= Treffry =

Cornish surname

Treffry is a Cornish surname. The first record of the name Treffry is found in Cornwall, where they lived at Treffry near Lanhydrock. A Roger Treffry was born about 1260 and his descendant John Treffry was living in 1658.

==History==
In 1457 French marauders besieged the family's home at Place House in Fowey, to be repulsed by Elizabeth Treffry who gathered men together and allegedly poured melted lead, stripped from the roof, upon the invaders. Later, her husband Thomas Treffry is said to have built a tower to protect the building from further French attacks. A possible branch of the family lived at Rooke in the parish of St Kew.

==Joseph Austen Treffry==
Joseph Thomas Austen's mother was born Susanna Ann Treffry and married Joseph Austen, hence Joseph Thomas Austen changed his name to Treffry when his father died. He became High Sheriff of Cornwall in 1838 and is known to have been one of the first mine owners to provide sick pay to his miners and medical attention to not only the miner but also his family.
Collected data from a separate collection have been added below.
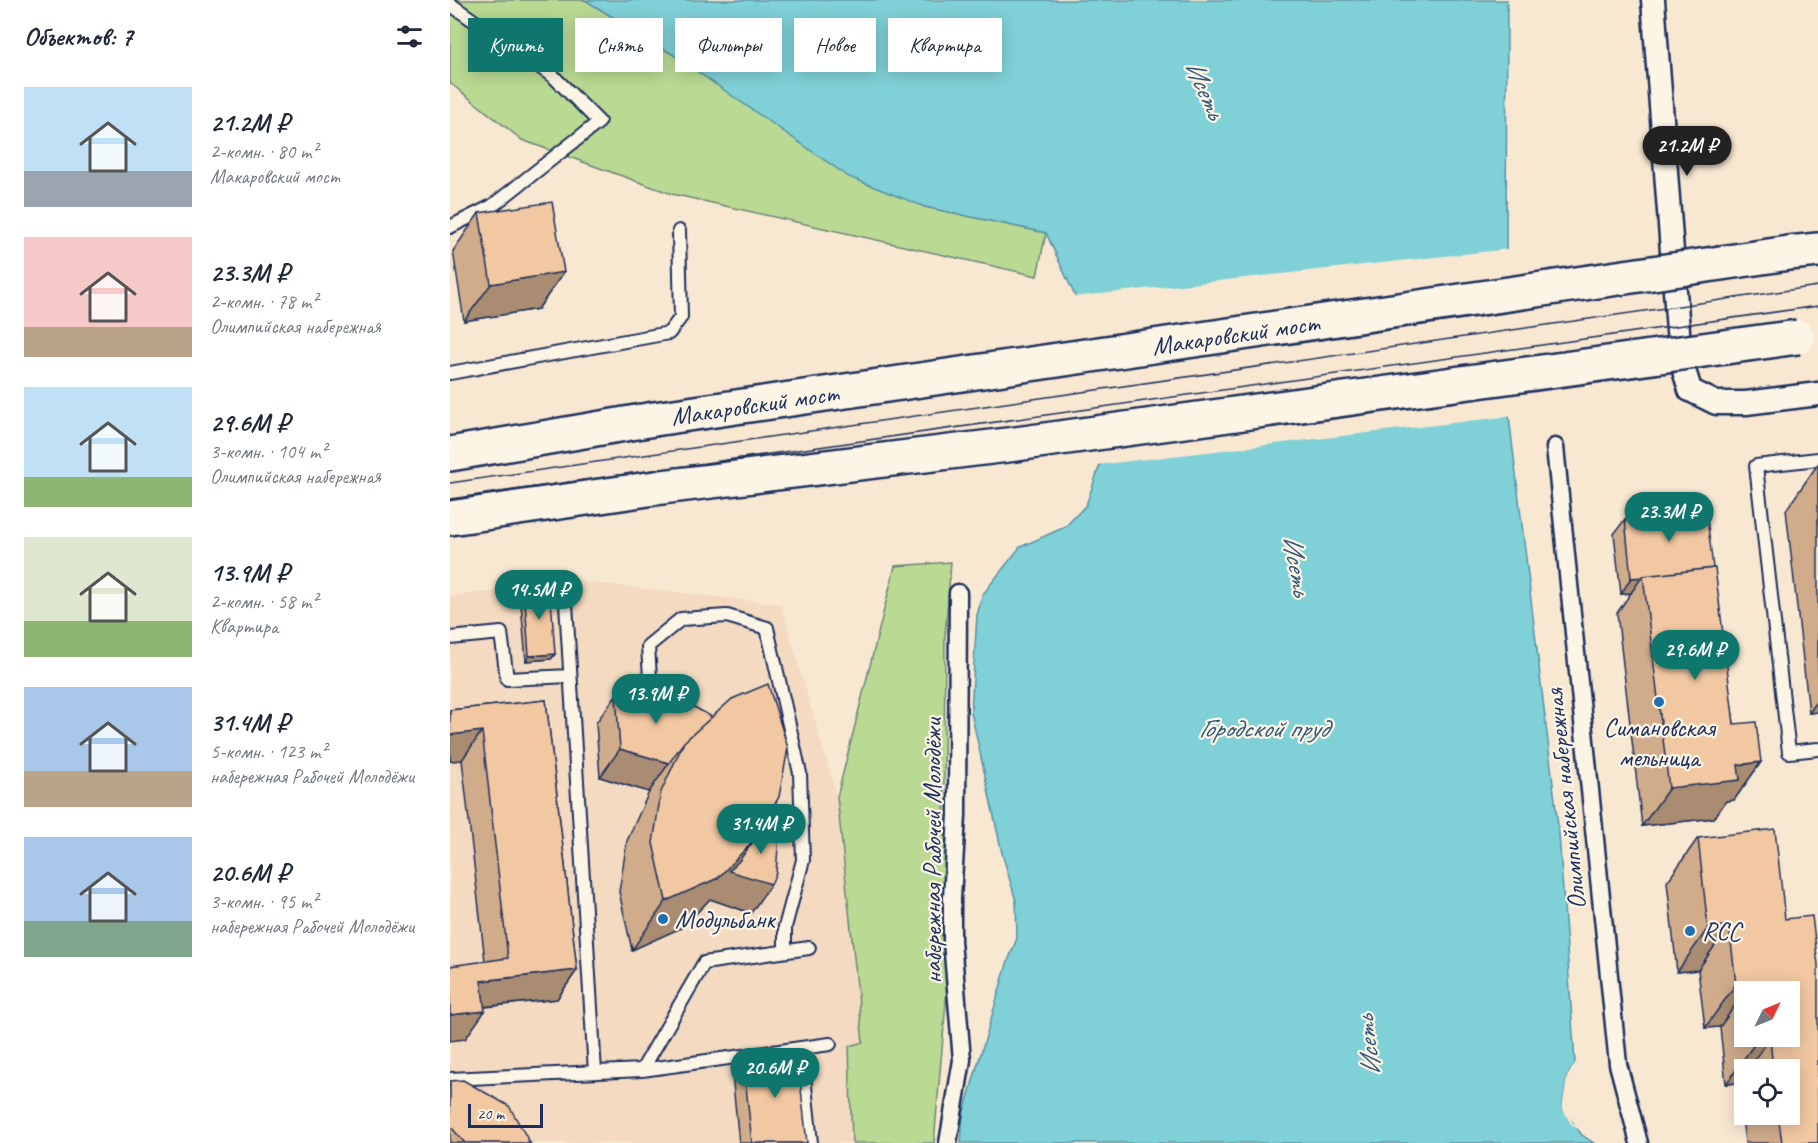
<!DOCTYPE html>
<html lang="ru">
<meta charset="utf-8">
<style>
body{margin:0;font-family:Caveat,sans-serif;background:#f2f2f3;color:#1f2937;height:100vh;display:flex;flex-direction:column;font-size:22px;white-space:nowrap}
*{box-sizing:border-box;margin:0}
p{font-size:20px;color:#747a83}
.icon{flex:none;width:33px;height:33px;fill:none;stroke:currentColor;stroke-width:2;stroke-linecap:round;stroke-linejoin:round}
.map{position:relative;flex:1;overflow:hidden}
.sheet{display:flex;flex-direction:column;background:#fff;width:450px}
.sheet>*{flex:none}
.top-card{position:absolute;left:18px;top:18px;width:570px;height:54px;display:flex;gap:12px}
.needle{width:39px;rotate:47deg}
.tools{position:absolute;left:1284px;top:981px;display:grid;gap:12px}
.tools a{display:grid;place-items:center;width:66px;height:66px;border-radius:0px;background:#fff;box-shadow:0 3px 15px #0003;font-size:30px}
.scale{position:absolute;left:18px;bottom:15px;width:75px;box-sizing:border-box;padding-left:6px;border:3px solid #1b2f5e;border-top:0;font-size:16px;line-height:21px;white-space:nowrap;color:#1b2f5e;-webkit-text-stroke:4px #fcf5e5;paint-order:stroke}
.price{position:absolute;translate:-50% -51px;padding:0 14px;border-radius:21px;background:#0f766e;color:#fff;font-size:20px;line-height:39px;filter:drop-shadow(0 2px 3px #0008)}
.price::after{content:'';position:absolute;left:50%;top:36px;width:18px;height:14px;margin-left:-9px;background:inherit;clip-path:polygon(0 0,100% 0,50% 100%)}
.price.active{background:#222;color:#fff}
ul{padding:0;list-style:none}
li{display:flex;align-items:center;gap:18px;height:150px;padding:0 24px}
li span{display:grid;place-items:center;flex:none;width:168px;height:120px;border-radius:0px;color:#555}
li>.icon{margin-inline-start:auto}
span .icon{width:72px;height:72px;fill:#fffc;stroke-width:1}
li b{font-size:26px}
h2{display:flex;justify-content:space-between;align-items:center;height:72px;padding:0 24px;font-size:26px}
.pill{padding:0 21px;border-radius:0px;background:#fff;box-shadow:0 3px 15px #0003;font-size:21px;line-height:54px}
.pill.active{background:#0f766e;color:#fff}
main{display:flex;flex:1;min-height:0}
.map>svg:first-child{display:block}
</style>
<main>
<section class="sheet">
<h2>Объектов: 7<svg class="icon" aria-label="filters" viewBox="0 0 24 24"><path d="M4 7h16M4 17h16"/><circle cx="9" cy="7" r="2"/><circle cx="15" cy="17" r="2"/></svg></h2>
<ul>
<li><span style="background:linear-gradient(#bfe0f5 70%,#9aa5b1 0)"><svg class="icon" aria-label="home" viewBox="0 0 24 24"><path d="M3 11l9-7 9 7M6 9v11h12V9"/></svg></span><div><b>21.2M ₽</b><p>2-комн. · 80 m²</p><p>Макаровский мост</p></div></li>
<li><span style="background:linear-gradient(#f6c9c9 75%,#b9a48a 0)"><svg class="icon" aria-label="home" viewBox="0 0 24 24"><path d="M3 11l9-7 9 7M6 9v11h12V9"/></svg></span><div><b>23.3M ₽</b><p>2-комн. · 78 m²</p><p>Олимпийская набережная</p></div></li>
<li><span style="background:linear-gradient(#bfe0f5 75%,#8fb573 0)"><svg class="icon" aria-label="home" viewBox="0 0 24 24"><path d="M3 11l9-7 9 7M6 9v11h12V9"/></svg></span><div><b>29.6M ₽</b><p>3-комн. · 104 m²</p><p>Олимпийская набережная</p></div></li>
<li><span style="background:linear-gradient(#dfe7d0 70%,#8fb573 0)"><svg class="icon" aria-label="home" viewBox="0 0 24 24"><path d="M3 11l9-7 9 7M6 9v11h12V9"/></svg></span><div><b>13.9M ₽</b><p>2-комн. · 58 m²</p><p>Квартира</p></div></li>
<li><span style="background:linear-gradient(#a9c7e8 70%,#b9a48a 0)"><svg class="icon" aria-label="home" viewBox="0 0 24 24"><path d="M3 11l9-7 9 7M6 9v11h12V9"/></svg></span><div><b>31.4M ₽</b><p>5-комн. · 123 m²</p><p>набережная Рабочей Молодёжи</p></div></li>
<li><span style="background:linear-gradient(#a9c7e8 70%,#7fa58c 0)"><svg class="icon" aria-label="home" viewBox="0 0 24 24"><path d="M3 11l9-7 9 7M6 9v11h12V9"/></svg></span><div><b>20.6M ₽</b><p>3-комн. · 95 m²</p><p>набережная Рабочей Молодёжи</p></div></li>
</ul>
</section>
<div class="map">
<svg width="1368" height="1143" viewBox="0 0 1368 1143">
<rect width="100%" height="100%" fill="#f9e8d1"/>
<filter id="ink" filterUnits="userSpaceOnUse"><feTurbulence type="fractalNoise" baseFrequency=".0167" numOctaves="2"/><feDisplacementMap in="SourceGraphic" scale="12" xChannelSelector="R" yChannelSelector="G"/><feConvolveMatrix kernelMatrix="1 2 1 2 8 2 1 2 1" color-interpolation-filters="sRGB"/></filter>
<g filter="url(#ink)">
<path fill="#f3dac1" d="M135 582 331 604 387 797 413 1042 399 1047 402 1143H0V596Z"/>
<path fill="#bada93" stroke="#6a8478" stroke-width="1.5" d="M0 0H135L475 207 596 233 587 276 222 194 72 140 0 83Z
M501 562 495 636 494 797 500 955 484 1143H402L399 1046 413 1042 387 797 445 566Z"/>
<path fill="#7fd1d7" stroke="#5790a7" stroke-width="1.5" d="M135 0H1057L1056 250 1059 416 1109 834 1125 1063 1117 1077 1112 1108 1132 1135 1144 1143H511L513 1115 557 964 567 938 566 901 552 853 521 712 527 615 533 594 570 547 615 527 636 505 650 465 625 296 596 233 475 207 399 177 222 54Z"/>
<path fill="#f9e8d1" d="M1059 249 1062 416 646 465 622 297Z
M1125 1063 1128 1065 1119 1078 1116 1092 1115 1107 1123 1123 1144 1138 1143 1140 1121 1124 1112 1108 1117 1077Z"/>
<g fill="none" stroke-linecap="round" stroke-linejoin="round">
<defs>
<path id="service" d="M0 4 104 77 149 122 42 206 0 227
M0 373 219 333 231 317 229 231
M1368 459 1306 466 1339 752 1368 749
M116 604 145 1072
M0 638 51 633 57 679 120 676
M202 710 198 646 231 619 277 616 317 628 350 773 353 860 335 927V951
M351 1048 361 1143
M192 1070 380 1044
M0 1079 192 1070 254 963 359 948"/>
<path id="pedestrian" d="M1105 447 1168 1064 1189 1143
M498 1143 512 1060 502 941V898L507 816 508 593"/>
<path id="minor" d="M1203 0 1230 357 1240 390 1266 403H1296L1368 394"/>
<path id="primary" d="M1339 253 1368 250
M0 454 204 419
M0 518 212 487"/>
</defs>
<use href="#service" stroke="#1b2f5e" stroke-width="16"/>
<use href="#pedestrian" stroke="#1b2f5e" stroke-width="21"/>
<use href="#minor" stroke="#1b2f5e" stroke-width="27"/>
<use href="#primary" stroke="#1b2f5e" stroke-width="38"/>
<use href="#service" stroke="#fcf5e5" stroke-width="12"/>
<use href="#pedestrian" stroke="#fcf5e5" stroke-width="16"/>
<use href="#minor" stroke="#fcf5e5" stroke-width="22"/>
<use href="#primary" stroke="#fcf5e5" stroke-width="33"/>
<path stroke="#1b2f5e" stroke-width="1.5" d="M0 483 1368 286
M0 499 1368 306"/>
<defs>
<g id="primary-bridge">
<path id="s1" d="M204 419 1339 253"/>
<path d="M212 487 566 444 1348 337"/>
</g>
</defs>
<use href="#primary-bridge" stroke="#1b2f5e" stroke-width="38" stroke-linecap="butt"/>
<use href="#primary-bridge" stroke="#fcf5e5" stroke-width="33"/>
</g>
<path fill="#d0ac8b" stroke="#1b2f5e" stroke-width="1.5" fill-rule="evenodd" d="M29 213 114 272 88 309 14 321 3 251Z
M1368 464V712L1359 713 1336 510Z
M1175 519 1263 568 1284 724 1311 762 1284 800 1276 801 1264 818 1192 826 1167 613 1181 593 1171 594 1164 534Z
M74 587 105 654 101 659 76 661 70 593Z
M202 694 317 818 301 913 260 899 233 927 182 950 169 892 177 841 199 792 150 777 146 723 166 695Z
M96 700 127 970 107 999 35 1007 15 1039 35 961 12 760 0 761V710Z
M1248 838 1335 919 1368 1143H1295L1288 1083 1276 1084 1270 1027 1255 1028 1248 970 1227 972 1217 882ZM1294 992H1340V1036H1294ZM1294 1070H1340V1114H1294Z
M293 1058 357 1143H289L282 1074Z
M0 1081 80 1143H0Z"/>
<path fill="#a98c71" stroke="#1b2f5e" stroke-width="1.5" d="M114 272 88 309 14 321 41 284Z
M1192 577 1181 593 1171 594 1181 578Z
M105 654 101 659 76 661 79 656Z
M1368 700V712L1359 713Z
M32 731 12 760 0 761V735Z
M170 749 219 763 199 792 150 777Z
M1311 762 1284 800 1276 801 1264 818 1192 826 1219 788 1288 765Z
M304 840 321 884 301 913 260 899 233 927 182 950 216 901Z
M1279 925 1248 970 1227 972 1258 928Z
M127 970 107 999 12 1009 31 981Z
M1301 982 1270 1027 1255 1028 1286 984Z
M35 1011 15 1039 0 1041V1015Z
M1320 1038 1298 1070H1294V1074L1288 1083 1276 1084 1308 1039Z"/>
<path fill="#f2c8a2" stroke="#1b2f5e" stroke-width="1.5" d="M102 202 114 272 41 284 29 213Z
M1256 509 1263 568 1193 576V577L1181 578 1175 519Z
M1265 568 1284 724 1306 722 1311 762 1288 765 1290 780 1219 788 1193 576Z
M100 586 105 654 79 656 74 587Z
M318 684 338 748 329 797 304 840 268 878 216 901 203 843 211 792 234 742 282 699Z
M202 694 235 702 262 717 234 742 219 763 170 749 166 695Z
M96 700 127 970 31 981 35 1011 0 1015V966L58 958 32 731 0 735V710Z
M317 818 325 820 328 847 326 873 321 884 279 871 289 861 304 840Z
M1325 829 1335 919 1362 916 1368 965V1143H1332L1328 1114H1340V1070H1323L1320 1038 1308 1039 1307 1036H1340V992H1302L1301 982 1286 984 1279 925 1258 928 1248 838Z
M347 1053 357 1143H302L293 1058Z
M13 1080 59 1106 80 1143H15L0 1126V1081Z"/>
</g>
<g fill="#1f6fb2" stroke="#fcf5e5" stroke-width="2">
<circle cx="1209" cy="702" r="6"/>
<circle cx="213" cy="919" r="6"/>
<circle cx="1240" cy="931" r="6"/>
</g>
<g text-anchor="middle" stroke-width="4.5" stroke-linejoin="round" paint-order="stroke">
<g font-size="26" fill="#1b2f5e" stroke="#fcf5e5">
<text dy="9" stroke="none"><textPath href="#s1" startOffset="588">Макаровский мост</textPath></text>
<text dy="9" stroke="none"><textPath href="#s1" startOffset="102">Макаровский мост</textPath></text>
<text transform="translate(1115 799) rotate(-96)" y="9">Олимпийская набережная</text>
<text transform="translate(482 851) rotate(-90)" y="9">набережная Рабочей Молодёжи</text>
</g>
<g font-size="26" fill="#1b2f5e" stroke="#fcf5e5" text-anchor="start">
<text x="1209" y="736" text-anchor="middle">Симановская<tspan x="1209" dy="30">мельница</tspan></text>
<text x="225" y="928">Модульбанк</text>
<text x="1252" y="940">RCC</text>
</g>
<g font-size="27" font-style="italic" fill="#34587c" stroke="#fcf5e5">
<text transform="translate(755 89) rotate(66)" y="9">Исеть</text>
<text transform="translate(847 565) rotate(80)" y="9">Исеть</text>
<text x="813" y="737">Городской пруд</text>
<text transform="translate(918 1046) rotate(-97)" y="9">Исеть</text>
</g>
</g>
</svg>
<div class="tools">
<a><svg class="needle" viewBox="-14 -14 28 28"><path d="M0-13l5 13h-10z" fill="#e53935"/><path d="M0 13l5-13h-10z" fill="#747a83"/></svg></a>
<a><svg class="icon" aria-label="locate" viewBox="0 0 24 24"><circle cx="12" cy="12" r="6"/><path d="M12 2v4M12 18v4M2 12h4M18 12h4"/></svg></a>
</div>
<div class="scale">20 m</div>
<b class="price active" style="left:1237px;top:177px">21.2M ₽</b>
<b class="price" style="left:1219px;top:543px">23.3M ₽</b>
<b class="price" style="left:89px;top:621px">14.5M ₽</b>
<b class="price" style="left:1245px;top:681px">29.6M ₽</b>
<b class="price" style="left:206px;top:725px">13.9M ₽</b>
<b class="price" style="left:311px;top:855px">31.4M ₽</b>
<b class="price" style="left:325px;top:1099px">20.6M ₽</b>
<div class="top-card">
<a class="pill active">Купить</a>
<a class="pill">Снять</a>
<a class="pill">Фильтры</a>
<a class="pill">Новое</a>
<a class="pill">Квартира</a>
</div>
</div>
</main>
Their present family seat is still at Place. David Treffry of Place was High Sheriff of Cornwall in 1991.

==Variations==
Many variations of the name Treffry are found in the archives: Trefry, Treffrey, Treffray, Trefrey, Trefry, Trefray, Trefary, Trevry, Trevney, Trevray, Trevers.

==Heraldry==
The most ancient known grant of a coat of arms to this family was:
- Sable, a Chevron between three Trees Argent.
The crest was:
- A Cornish chough's head erased in the beak a sprig of laurel vert.
Other versions include:
- the tinctures "Tennée and Vert" for the trees
- sable a chevron between three trees erased (or "three hawthorns", or "three trefoils slipped") argent.